Uzun süredir sinema filmleri ve politik propaganda el ele gidiyor. Esasında propaganda için en uygun ortam da sinema. Bu endüstri her yana nüfuz ediyor, Amerikalıları ve dünyanın geri kalanını yukarının aşağı, siyahın beyaz, solun sağ olduğuna inandırmayı biliyor. Bu endüstriye Hollywood deniliyor.

Son sürümü de dâhil Star Wars’un yaratıcısı olan George Lucas 1977’den beri yedi film üretmiş. Buna bir de altmışlar ve yetmişlerin başında Amerikan karşı-kültürüne tepkinin bir evladı olan Steven Spielberg eşlik etmiş.

Her iki isim de altmışların ürünü. Altmışlarda kültür, sanat, bilhassa sinema ABD’deki ordu-endüstri kompleksine direnişin en ön cephesine yer almış. Lucas ve Spielberg yetmişlerin ortasında ünlü olmuş. İki yönetmen müesses nizama saldırmak veya onu sorgulamak yerine onu korumaya ve ülkenin ahlakî değerlerinin sözcülüğüne soyunmuş. Amerikan sinemasının akla hitap eden, kültürel açıdan en hayati ve heyecan verici döneminde perde kapanmış. ‘Bonnie and Clyde’, ‘MASH’, ‘The Last Detail’, ‘The French Connection’, ‘The Wild Bunch’, ‘Taxi Driver’, ‘Apocalypse Now’ gibi filmler üretmiş Amerikan sinemasına 1975’te Spielberg’in ‘Jaws’ı, 1977’de de Lucas’ın ‘Star Wars’u girmiş. Jaws Amerika’yı korkutmuş, Star Wars onu yeniden iyi hissettirmiş.

Her iki film de gişe rekorları kırmış. Sinema salonlarına seyirciler düşünmeye değil kendini iyi hissetmeye davet edilmişler. İnançsızlıklarını korumalarına, gerçeklikten kaçmalarına imkân sağlanmış. Hayal kırıklığı, endişe, öfke ve hoşnutsuzluk gibi duyguları ifade eden karakterleri içeren hikâyeler aracılığıyla deneyim paylaşımı gerçekleştirmelerine izin verilmemiş. Kendi hayatlarında tecrübe ettikleri bu duyguların belirli bir dayanışma hissi oluşturmasına engel olunmuş.

Bu, kahramanın olumsuz yönlerine vurgu yapılan bir dönem.

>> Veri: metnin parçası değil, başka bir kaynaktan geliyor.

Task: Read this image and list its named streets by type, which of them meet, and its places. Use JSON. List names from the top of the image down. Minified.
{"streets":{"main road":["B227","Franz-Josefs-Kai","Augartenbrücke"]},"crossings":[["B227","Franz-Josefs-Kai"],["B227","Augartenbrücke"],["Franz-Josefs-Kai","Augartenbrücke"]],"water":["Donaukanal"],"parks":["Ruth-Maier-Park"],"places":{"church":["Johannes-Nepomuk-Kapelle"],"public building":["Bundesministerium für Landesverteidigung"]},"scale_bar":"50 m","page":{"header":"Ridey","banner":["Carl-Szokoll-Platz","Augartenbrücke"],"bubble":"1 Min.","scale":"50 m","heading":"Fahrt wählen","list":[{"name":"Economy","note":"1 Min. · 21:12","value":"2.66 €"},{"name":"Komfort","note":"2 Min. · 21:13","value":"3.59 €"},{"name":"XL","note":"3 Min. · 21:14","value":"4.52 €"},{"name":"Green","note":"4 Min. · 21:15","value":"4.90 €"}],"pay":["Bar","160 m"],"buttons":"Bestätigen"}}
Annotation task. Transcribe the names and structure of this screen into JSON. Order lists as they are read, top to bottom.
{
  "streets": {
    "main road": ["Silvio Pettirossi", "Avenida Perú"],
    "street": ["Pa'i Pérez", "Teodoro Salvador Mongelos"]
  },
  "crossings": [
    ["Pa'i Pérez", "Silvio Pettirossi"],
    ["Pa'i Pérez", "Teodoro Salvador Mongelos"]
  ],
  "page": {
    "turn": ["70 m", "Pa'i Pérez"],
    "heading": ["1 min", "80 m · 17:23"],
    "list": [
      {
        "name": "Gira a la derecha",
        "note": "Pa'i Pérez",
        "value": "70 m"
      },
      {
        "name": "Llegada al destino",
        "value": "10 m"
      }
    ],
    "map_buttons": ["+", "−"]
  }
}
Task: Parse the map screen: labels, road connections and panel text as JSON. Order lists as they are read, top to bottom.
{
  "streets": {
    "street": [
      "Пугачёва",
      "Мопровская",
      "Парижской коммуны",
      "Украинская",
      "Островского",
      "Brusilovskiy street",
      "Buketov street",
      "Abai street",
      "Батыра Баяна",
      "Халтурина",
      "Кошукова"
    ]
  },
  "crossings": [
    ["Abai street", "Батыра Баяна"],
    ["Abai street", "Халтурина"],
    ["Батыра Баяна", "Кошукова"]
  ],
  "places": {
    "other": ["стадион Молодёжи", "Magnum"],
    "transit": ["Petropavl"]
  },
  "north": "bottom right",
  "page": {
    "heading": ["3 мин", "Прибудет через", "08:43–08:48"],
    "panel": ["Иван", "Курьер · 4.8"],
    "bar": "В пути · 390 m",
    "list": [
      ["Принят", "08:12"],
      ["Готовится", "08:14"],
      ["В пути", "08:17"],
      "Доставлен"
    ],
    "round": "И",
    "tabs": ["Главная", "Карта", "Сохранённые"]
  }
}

Ana karakterler için sistem ve ona uyum sağlamanın kendisi asıl düşman. Sonuçlarına bakmaksızın kendi çentiğini atan insanlar bunlar. Otoritenin sorgulanması ve edinilmiş gerçeklerin yargılanması genç ve orta yaşlı insanların radikal değişime dönük açlığının birer ifadesi. Vietnam Savaşı, Watergate Skandalı, Siyahların insan hakları hareketi, milliyetçi hareketler Amerikan toplumunu sarsmış, bu sarsıntı kültüre ve kültürel referanslara da yansımış.

Ama yetmişlerin ortasında, Vietnam Savaşı’nın sona ermesiyle, karşı-kültürün zayıflamasıyla, yabancılaşma, öfke ve isyankârlık bir kutuya hapsedilmiş, Amerikan rüyası ve Amerikan demokrasisine dair mitoloji yeniden hâkim hâle gelmiş.

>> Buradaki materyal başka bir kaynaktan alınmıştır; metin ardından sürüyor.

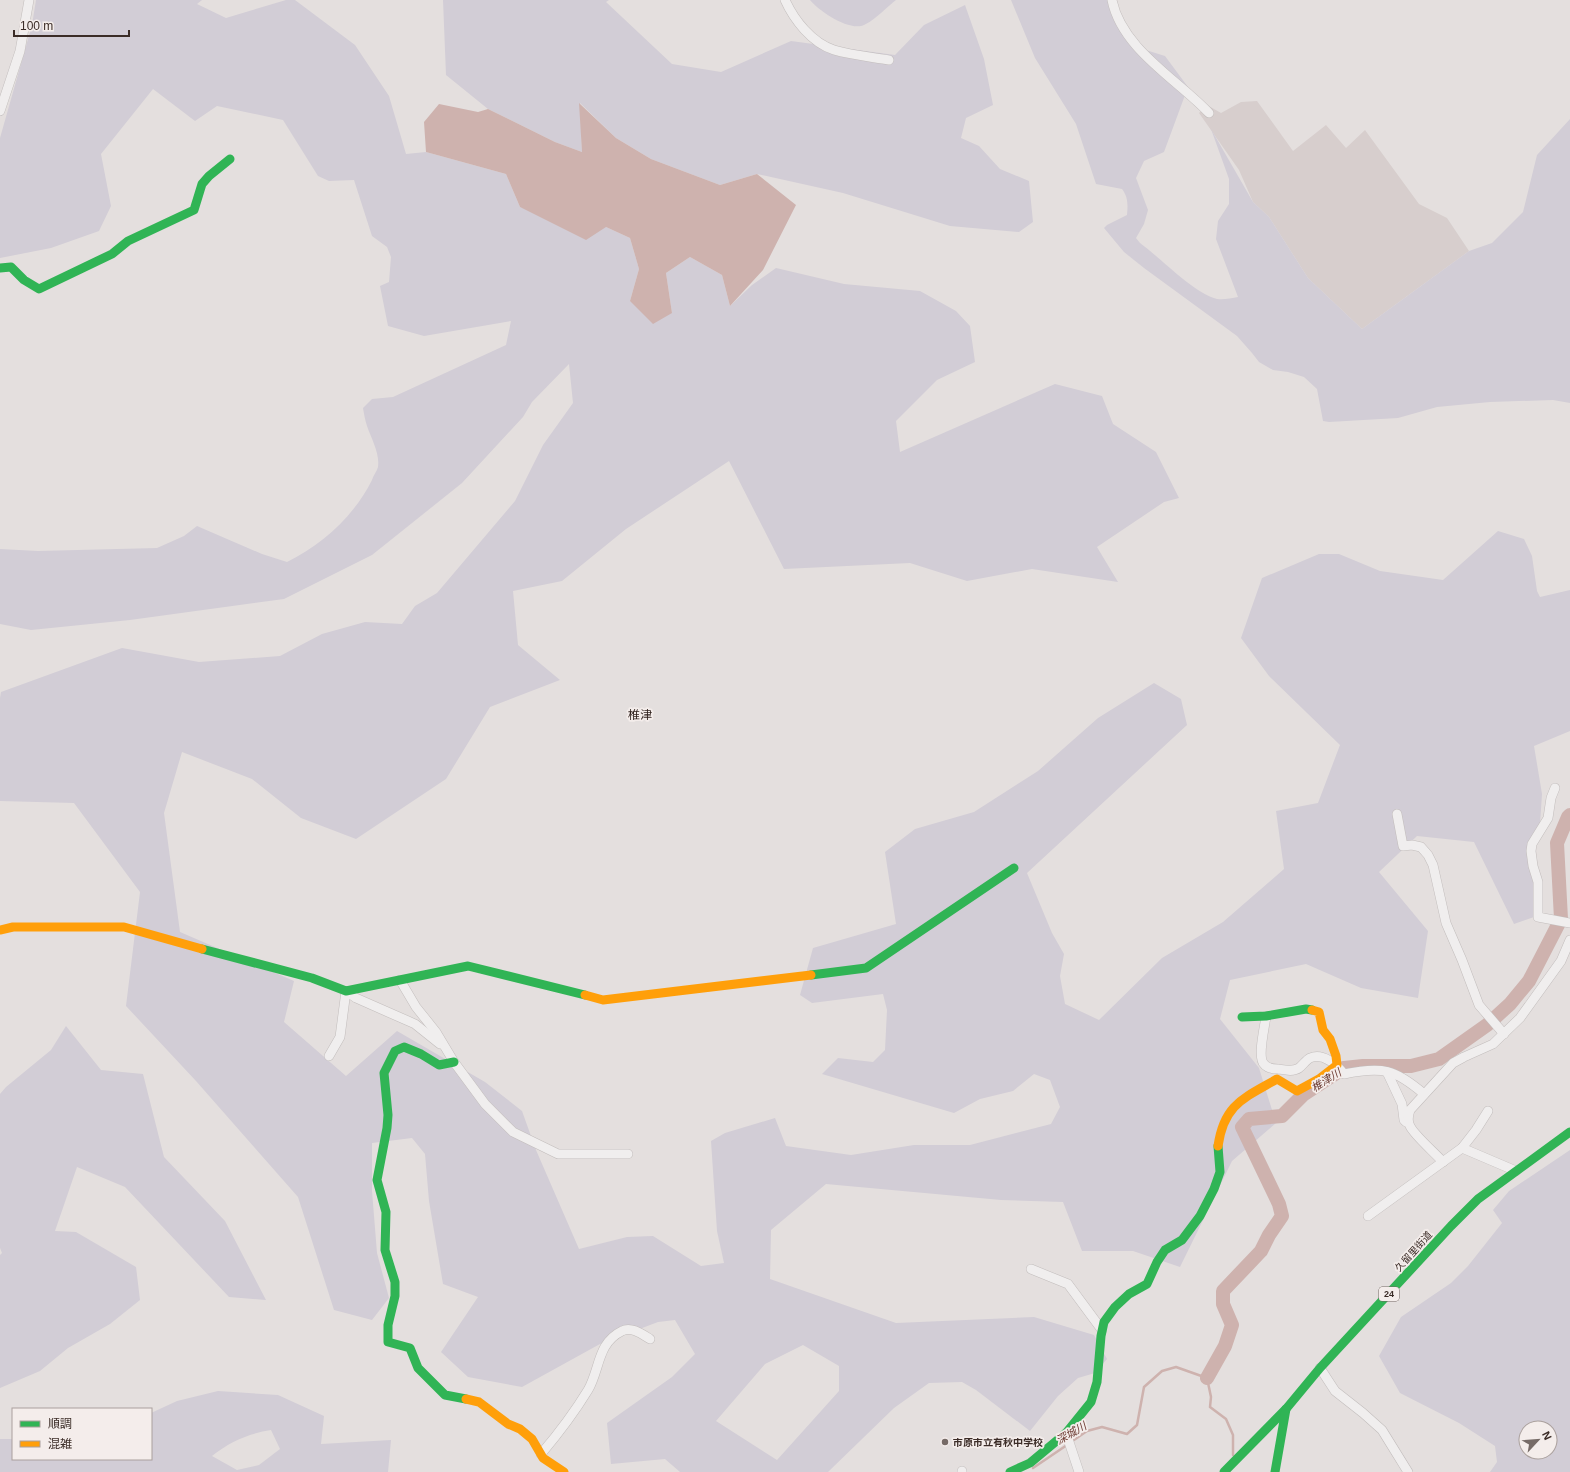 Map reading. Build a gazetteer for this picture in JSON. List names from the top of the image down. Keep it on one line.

‘Easy Riders’, ‘Raging Bulls’ gibi filmlerin çekildiği Amerikan sineması içindeki bu önemli döneme dair eşsiz tarih çalışmasında yazar ve kültür eleştirmeni Peter Biskind şunları söylüyor:

“Sinema filmlerinin pazarlanması ve ticari bir meta olarak alınıp satılması süreci üzerinde yol açtığı tesirin ötesinde Star Wars kültür üzerinde de muazzam bir etkiye yol açtı. Film, Başkan Jimmy Carter döneminde alınan tasarruf tedbirlerinden ve Vietnam Savaşı’nın bitişi ardından merkeze doğru yaşanan yürüyüşten epey istifade etti.”

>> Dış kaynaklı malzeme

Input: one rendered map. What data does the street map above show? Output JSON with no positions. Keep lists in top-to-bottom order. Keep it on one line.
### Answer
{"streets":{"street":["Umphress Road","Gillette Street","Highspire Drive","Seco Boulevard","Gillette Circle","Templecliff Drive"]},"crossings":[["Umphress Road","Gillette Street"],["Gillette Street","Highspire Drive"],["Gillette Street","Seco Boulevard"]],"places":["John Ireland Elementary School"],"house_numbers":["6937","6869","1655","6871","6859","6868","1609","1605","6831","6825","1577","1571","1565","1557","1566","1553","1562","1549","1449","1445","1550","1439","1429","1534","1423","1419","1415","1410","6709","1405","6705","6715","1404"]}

Merkeze doğru yaşanan bu yürüyüşün yönü Reagan döneminde iyice sağa kaydı. Bu yönelim Hollywood’da sanatsal ve kültürel durgunlukta karşılığını buldu. Bu dönemde Spielberg ve Lucas gibi yönetmenler karakterlerle ve hikâyeyle daha az ilgileniyor, esas olarak temaşaya odaklanıyorlardı. Film sahneleri artık daha büyüktür, daha gürültülüdür ve daha zengindir. Olay örgüleri ve karakterler iki boyutludur. Öyle ki on yaşınızdaki çocuğunuzun eline boya kalemi seti verseniz kendi imgelemiyle daha iyisini yapacaktır.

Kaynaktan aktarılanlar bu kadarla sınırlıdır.